When Terry Met Jerry, Yahoo!

By RICHARD SIKLOS The New York Times January 29, 2006

WHEN Yahoo Inc. announced nearly five years ago that Terry S. Semel, then a former leader of the Warner Brothers motion picture studio, would become its chairman and chief executive, the reaction both outside and within Yahoo was not exactly one of wild encouragement.

Despite a hugely successful career running companies that make movies, television shows and music, Mr. Semel was immediately labeled an "old media" guy. Worse, he was a Hollywood guy, and had barely touched a computer during the nearly two decades he oversaw Warner Brothers with Robert A. Daly.

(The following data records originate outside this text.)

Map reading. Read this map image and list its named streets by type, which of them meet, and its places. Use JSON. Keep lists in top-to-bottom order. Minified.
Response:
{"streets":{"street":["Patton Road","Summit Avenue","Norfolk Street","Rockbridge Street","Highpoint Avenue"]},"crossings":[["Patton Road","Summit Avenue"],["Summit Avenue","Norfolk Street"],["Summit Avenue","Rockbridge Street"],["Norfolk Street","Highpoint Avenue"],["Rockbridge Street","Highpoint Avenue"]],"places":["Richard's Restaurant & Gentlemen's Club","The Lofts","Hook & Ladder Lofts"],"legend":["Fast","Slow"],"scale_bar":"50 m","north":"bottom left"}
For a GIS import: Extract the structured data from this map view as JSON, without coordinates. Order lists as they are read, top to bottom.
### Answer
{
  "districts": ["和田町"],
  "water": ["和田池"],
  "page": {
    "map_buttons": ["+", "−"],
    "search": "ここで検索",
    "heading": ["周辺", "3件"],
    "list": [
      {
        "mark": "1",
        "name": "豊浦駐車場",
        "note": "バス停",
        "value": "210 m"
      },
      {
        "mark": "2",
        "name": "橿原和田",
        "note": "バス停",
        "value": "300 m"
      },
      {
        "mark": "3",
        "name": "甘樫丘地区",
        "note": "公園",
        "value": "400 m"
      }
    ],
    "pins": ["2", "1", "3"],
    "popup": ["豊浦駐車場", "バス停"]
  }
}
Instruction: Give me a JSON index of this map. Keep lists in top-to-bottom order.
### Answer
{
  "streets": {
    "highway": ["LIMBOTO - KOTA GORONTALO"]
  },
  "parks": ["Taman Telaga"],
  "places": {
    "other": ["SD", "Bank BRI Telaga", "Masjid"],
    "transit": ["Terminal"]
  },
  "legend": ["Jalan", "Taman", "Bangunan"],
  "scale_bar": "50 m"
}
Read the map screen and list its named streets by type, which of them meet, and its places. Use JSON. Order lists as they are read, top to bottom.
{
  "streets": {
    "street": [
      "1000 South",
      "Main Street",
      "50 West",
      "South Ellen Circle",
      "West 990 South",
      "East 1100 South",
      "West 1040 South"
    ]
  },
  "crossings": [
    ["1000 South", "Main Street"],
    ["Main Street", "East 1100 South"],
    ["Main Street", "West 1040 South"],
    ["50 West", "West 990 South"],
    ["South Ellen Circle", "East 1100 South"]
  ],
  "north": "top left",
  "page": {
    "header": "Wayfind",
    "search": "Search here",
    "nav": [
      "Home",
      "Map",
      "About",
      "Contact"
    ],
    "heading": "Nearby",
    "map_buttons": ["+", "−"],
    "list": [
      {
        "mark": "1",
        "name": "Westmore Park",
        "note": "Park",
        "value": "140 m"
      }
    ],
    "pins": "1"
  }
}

Even though he had been making private Internet investments since resigning from the studio two years earlier, when people associated "Semel" and "Yahoo," they were more likely to think of an Australian comic named Yahoo Serious who starred in the 1988 Warner Brothers flop "Young Einstein." Mr. Semel's former boss at Time Warner, Gerald M. Levin, who had just completed his merger with America Online, laughed incredulously when he heard the news of Mr. Semel's new gig in April 2001, according to an executive who was with Mr. Levin at the time.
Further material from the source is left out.